▶ [Problem] Only the lines from the first line of the records through the line containing "inset:0; background:#0003; transform-origin:0" belong in the answer. Copy them exactly.

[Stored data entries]
──────────

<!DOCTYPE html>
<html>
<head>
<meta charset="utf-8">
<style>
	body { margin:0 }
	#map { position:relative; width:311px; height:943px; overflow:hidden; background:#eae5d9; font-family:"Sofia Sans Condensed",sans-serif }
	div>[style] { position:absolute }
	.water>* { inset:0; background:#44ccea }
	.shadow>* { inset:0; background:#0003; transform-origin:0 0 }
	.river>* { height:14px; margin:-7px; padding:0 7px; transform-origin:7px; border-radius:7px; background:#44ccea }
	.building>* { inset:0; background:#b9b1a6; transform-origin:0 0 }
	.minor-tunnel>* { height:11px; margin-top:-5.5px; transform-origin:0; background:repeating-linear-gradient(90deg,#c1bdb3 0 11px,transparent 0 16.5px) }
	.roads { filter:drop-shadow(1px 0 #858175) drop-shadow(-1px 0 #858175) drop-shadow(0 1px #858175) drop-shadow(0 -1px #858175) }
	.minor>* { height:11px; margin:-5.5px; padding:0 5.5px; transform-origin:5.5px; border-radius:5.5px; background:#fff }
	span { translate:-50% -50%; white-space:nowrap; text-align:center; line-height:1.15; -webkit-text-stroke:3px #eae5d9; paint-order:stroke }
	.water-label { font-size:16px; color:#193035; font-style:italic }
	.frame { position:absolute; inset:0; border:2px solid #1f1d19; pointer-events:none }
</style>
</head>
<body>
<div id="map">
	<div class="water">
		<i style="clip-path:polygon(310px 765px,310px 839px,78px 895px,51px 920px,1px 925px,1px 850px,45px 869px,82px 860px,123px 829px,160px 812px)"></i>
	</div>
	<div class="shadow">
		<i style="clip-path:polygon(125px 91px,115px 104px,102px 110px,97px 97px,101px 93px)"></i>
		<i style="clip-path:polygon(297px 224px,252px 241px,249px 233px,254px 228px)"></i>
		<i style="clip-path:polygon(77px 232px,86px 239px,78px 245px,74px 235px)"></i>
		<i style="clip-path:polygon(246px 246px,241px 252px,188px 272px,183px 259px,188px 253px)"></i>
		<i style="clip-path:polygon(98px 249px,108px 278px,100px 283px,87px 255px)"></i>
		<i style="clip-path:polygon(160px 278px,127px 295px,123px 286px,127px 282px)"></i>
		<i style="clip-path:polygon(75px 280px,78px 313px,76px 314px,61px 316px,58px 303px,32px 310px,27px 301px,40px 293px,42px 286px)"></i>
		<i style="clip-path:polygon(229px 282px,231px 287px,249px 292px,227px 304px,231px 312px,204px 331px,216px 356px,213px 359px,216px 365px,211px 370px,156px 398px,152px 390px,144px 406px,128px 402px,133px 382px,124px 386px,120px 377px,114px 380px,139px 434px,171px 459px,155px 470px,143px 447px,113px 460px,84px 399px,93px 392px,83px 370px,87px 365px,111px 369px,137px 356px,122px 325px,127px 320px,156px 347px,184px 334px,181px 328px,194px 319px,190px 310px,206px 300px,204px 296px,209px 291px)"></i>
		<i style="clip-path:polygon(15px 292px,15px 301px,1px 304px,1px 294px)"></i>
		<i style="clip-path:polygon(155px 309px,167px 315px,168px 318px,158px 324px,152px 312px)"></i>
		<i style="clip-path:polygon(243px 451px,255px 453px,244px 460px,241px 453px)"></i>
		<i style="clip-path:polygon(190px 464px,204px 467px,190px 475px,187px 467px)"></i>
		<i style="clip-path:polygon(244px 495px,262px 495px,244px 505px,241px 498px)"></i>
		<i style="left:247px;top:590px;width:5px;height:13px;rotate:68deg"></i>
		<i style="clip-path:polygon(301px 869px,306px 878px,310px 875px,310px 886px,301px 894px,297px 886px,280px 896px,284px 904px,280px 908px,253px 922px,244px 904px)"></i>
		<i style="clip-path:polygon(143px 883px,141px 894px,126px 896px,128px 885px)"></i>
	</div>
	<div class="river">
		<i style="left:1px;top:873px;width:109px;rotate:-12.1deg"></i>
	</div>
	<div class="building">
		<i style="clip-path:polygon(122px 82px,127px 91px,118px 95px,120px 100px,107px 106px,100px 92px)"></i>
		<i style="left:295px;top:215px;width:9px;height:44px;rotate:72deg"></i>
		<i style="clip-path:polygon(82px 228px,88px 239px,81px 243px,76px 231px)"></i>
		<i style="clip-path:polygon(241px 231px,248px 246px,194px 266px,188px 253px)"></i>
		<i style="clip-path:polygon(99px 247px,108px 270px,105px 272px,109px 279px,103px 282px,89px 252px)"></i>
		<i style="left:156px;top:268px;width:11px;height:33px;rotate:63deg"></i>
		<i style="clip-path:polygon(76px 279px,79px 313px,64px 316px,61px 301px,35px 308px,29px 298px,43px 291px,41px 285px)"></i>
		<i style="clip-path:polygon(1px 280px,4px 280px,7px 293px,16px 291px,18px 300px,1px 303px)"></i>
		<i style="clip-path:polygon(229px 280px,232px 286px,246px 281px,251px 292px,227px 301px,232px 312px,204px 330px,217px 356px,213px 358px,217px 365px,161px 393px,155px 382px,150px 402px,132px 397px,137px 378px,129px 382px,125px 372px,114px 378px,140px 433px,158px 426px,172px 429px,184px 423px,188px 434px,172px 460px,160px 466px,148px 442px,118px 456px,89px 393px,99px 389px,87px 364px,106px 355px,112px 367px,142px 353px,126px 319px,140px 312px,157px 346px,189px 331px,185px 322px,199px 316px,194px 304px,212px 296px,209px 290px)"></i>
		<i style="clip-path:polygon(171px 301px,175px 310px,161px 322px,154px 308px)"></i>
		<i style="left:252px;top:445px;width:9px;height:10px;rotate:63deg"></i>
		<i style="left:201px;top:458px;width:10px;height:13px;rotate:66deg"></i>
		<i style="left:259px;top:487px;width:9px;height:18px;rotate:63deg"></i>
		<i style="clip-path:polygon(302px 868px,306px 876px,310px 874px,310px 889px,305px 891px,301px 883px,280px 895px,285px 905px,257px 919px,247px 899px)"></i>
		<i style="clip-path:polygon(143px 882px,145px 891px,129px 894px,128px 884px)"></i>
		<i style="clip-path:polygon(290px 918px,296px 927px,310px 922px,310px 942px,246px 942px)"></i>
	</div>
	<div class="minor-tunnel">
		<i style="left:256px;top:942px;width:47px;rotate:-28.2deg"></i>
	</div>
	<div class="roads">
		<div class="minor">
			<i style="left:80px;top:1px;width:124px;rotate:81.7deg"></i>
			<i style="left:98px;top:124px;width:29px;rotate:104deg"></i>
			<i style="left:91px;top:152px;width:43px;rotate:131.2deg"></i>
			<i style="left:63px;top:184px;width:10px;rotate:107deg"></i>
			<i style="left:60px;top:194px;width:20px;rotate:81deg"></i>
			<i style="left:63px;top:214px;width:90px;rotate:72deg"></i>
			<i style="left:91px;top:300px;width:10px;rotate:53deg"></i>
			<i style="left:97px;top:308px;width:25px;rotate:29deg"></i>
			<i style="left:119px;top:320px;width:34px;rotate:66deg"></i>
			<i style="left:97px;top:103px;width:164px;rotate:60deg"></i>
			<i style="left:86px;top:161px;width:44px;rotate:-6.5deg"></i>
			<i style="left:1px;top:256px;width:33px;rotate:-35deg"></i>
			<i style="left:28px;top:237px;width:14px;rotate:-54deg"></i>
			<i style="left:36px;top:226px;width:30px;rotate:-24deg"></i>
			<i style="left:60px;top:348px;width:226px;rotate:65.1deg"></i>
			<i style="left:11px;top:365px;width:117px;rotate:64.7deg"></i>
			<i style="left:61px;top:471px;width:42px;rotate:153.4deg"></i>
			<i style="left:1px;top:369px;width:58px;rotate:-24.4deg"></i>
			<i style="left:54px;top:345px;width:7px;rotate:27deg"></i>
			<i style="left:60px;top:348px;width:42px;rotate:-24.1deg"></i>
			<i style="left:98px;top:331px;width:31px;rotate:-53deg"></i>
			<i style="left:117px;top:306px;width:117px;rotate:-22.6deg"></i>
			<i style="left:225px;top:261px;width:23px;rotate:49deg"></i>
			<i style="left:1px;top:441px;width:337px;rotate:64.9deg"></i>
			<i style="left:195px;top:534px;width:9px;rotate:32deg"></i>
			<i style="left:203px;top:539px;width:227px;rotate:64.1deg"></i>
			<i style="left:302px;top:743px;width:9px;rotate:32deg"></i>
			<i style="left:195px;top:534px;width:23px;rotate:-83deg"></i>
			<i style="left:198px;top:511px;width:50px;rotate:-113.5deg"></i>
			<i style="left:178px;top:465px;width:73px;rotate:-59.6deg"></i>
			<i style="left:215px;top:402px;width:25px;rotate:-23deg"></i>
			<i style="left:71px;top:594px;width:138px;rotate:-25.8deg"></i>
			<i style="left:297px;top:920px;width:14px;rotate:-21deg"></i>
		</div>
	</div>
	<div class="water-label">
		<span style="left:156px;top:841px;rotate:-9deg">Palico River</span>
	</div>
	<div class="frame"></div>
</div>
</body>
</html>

──────────

▶ [Response area]
<!DOCTYPE html>
<html>
<head>
<meta charset="utf-8">
<style>
	body { margin:0 }
	#map { position:relative; width:311px; height:943px; overflow:hidden; background:#eae5d9; font-family:"Sofia Sans Condensed",sans-serif }
	div>[style] { position:absolute }
	.water>* { inset:0; background:#44ccea }
	.shadow>* { inset:0; background:#0003; transform-origin:0 0 }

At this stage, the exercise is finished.